NextITS pipeline usage examples

Quick Start

nextflow run vmikk/NextITS -r main \
  -profile singularity \
  -resume \
  --input          "pacbio_ccs.fastq.gz" \
  --barcodes       "sample_barcodes.fasta" \
  --primer_forward "GTACACACCGCCCGTCG" \
  --primer_reverse "CCTSCSCTTANTDATATGC" \
  --its_region     "full" \
  --blast_taxdb    "false" \
  --outdir         "Results"

Input data

Sequences

For PacBio data, NextITS requires a single FASTQ file (--input argument) with multiplexed samples.

Barcodes

For demultiplexing, sample barcodes (a.k.a. tags or indices) should be provided in a FASTA file and have the following format:

>RunID__Sample_01
ACAACACTCCGA
>RunID__Sample2
ACAAGTGCTGCT
>RunID__PosC
ACACAGTCCTGA

In NextITS, we use the SequencingRunID__SampleID naming convention (please note the double underscore separating RunID and SampleID parts). This naming scheme allows to easily trace back sequences, especially if the same sample was sequenced several times and is present in multiple sequencing runs.
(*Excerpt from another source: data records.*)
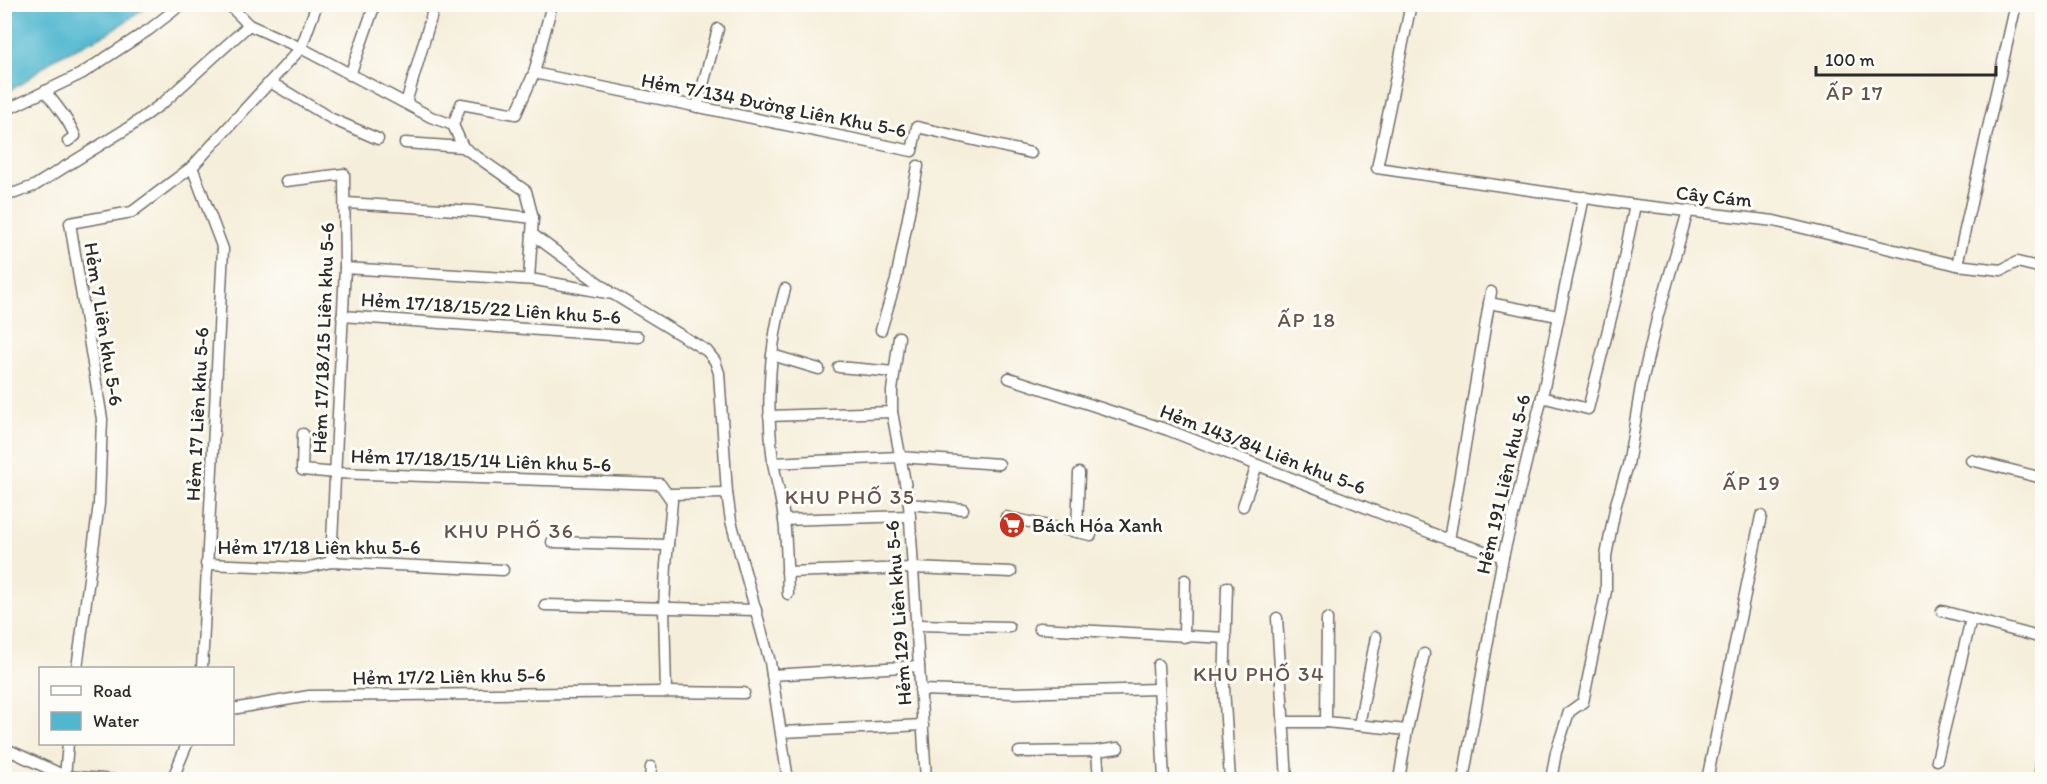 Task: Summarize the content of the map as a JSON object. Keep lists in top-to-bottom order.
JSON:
{
  "streets": {
    "street": [
      "Hẻm 7/134 Đường Liên Khu 5-6",
      "Cây Cám",
      "Hẻm 17/18/15/22 Liên khu 5-6",
      "Hẻm 7 Liên khu 5-6",
      "Hẻm 17/18/15 Liên khu 5-6",
      "Hẻm 17 Liên khu 5-6",
      "Hẻm 143/84 Liên khu 5-6",
      "Hẻm 17/18/15/14 Liên khu 5-6",
      "Hẻm 191 Liên khu 5-6",
      "Hẻm 17/18 Liên khu 5-6",
      "Hẻm 129 Liên khu 5-6",
      "Hẻm 17/2 Liên khu 5-6"
    ]
  },
  "crossings": [
    ["Cây Cám", "Hẻm 191 Liên khu 5-6"],
    ["Hẻm 17/18/15/22 Liên khu 5-6", "Hẻm 17/18/15 Liên khu 5-6"],
    ["Hẻm 7 Liên khu 5-6", "Hẻm 17 Liên khu 5-6"],
    ["Hẻm 17/18/15 Liên khu 5-6", "Hẻm 17/18/15/14 Liên khu 5-6"],
    ["Hẻm 17/18/15 Liên khu 5-6", "Hẻm 17/18 Liên khu 5-6"],
    ["Hẻm 17 Liên khu 5-6", "Hẻm 17/18 Liên khu 5-6"],
    ["Hẻm 143/84 Liên khu 5-6", "Hẻm 191 Liên khu 5-6"]
  ],
  "districts": [
    "ẤP 17",
    "ẤP 18",
    "ẤP 19",
    "KHU PHỐ 35",
    "KHU PHỐ 36",
    "KHU PHỐ 34"
  ],
  "places": {
    "supermarket": ["Bách Hóa Xanh"]
  },
  "legend": ["Road", "Water"],
  "scale_bar": "100 m"
} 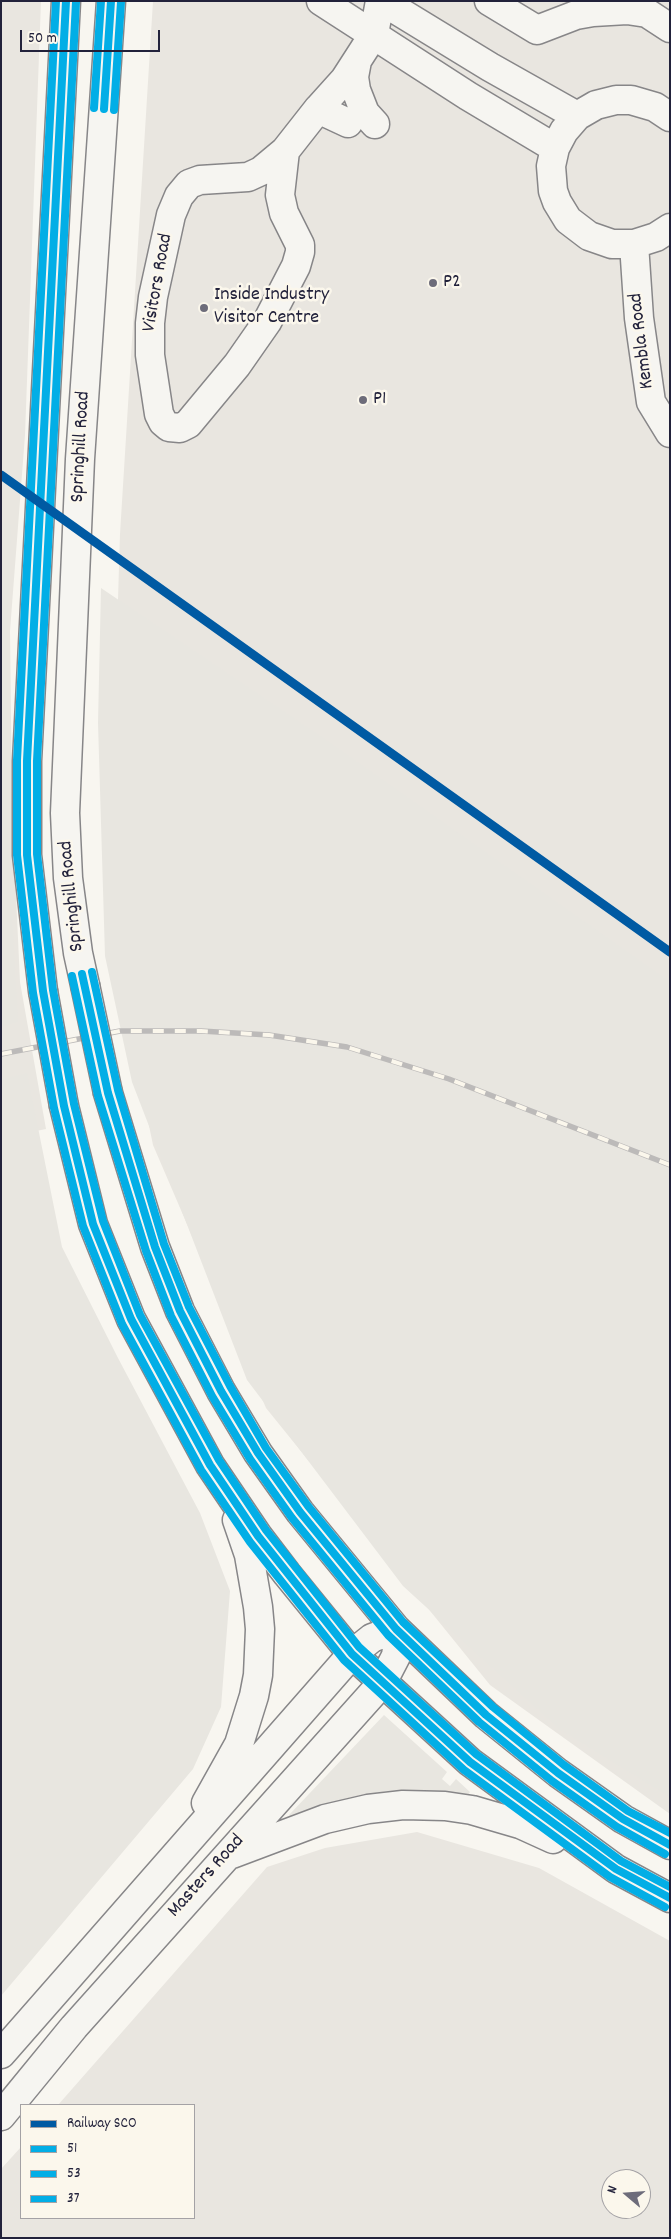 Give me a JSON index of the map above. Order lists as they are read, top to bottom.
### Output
{
  "streets": {
    "main road": [
      "Visitors Road",
      "Kembla Road",
      "Springhill Road",
      "Masters Road"
    ]
  },
  "crossings": [
    ["Springhill Road", "Masters Road"]
  ],
  "places": ["P2", "Inside Industry Visitor Centre", "P1"],
  "lines": [
    "transit line 51",
    "transit line 53",
    "transit line 37",
    "rail line SCO"
  ],
  "legend": [
    "Railway SCO",
    "51",
    "53",
    "37"
  ],
  "scale_bar": "50 m",
  "north": "left"
} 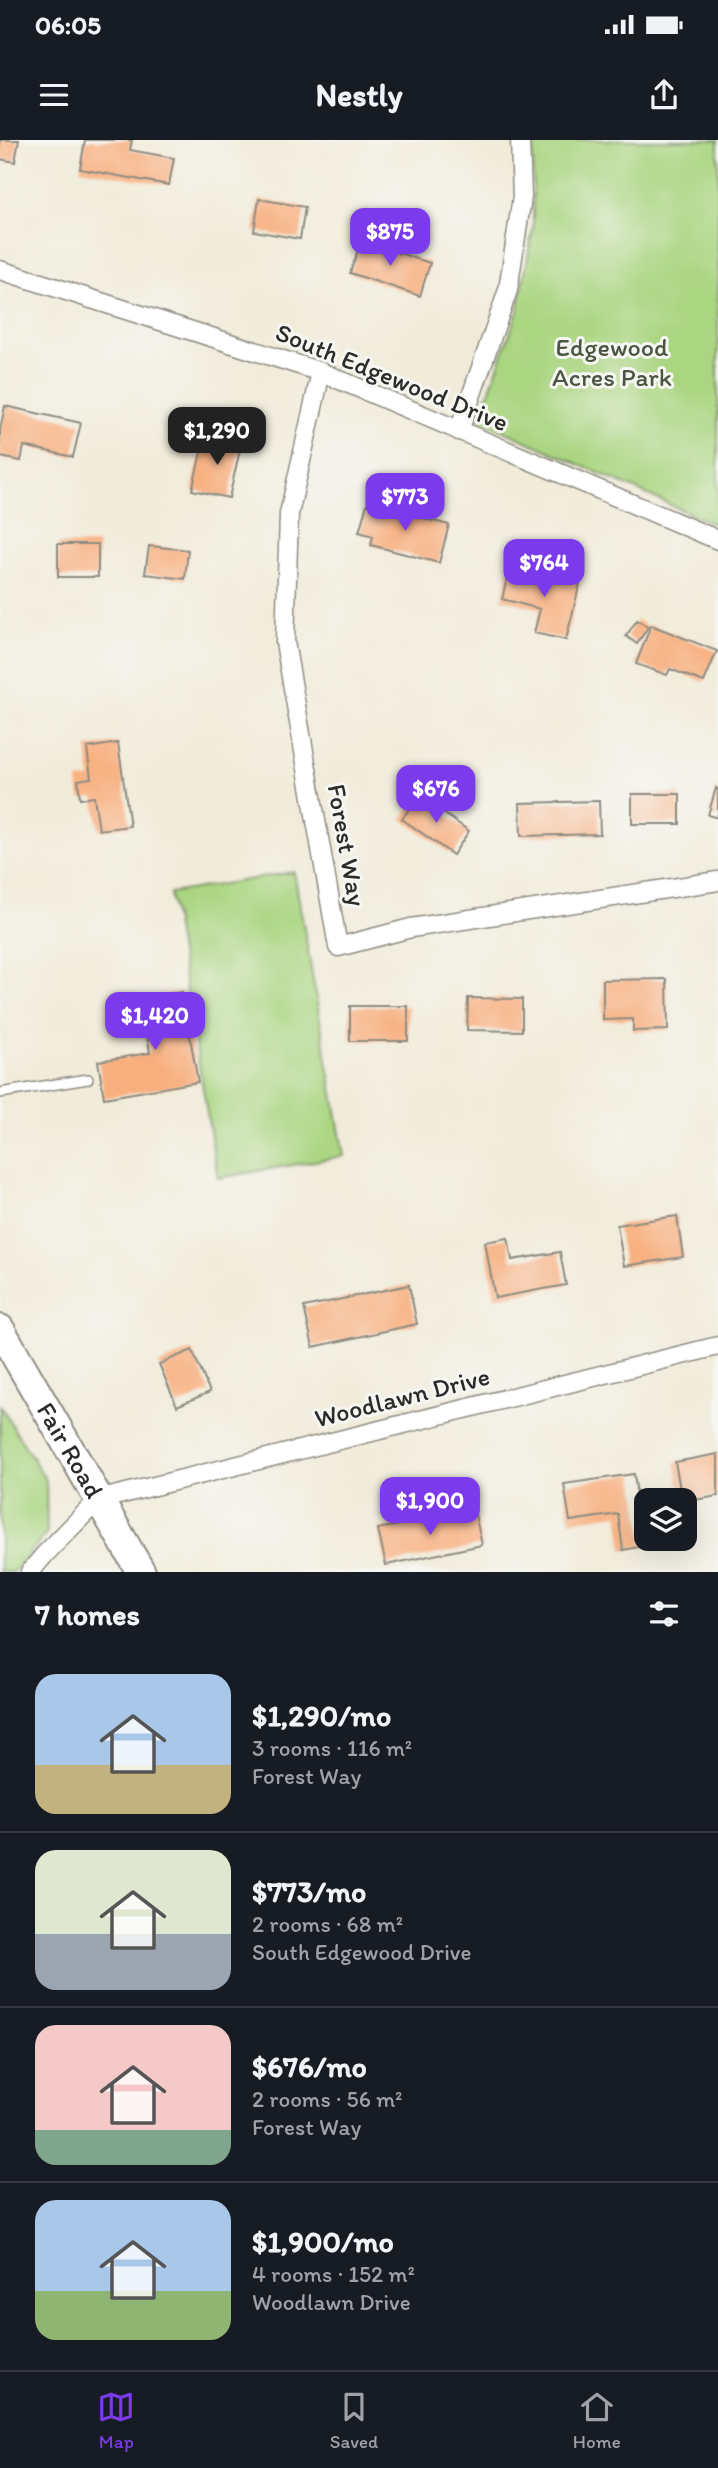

In the later steps, extracting the SampleID part and summarizing read counts for such samples is easy.

Sample naming

Please avoid non-ASCII symbols in RunID and SampleID,
and do not use the period symbol (.), as it represents the wildcard character in regular expressions.
Also, it is preferable not to start the sample name with a number.

Demultiplexing of PacBio data is performed using lima software. To identify best-matching barcodes, lima computes the alignment score of each barcode. These scores depend on the barcode length. In NextITS, the default threshold for the minimum accepted score is provided with the expectation that barcodes have a length of 12 bp. If your barcodes are shorter or you use barcodes of different lengths, you may need to adjust the --lima_minscore parameter.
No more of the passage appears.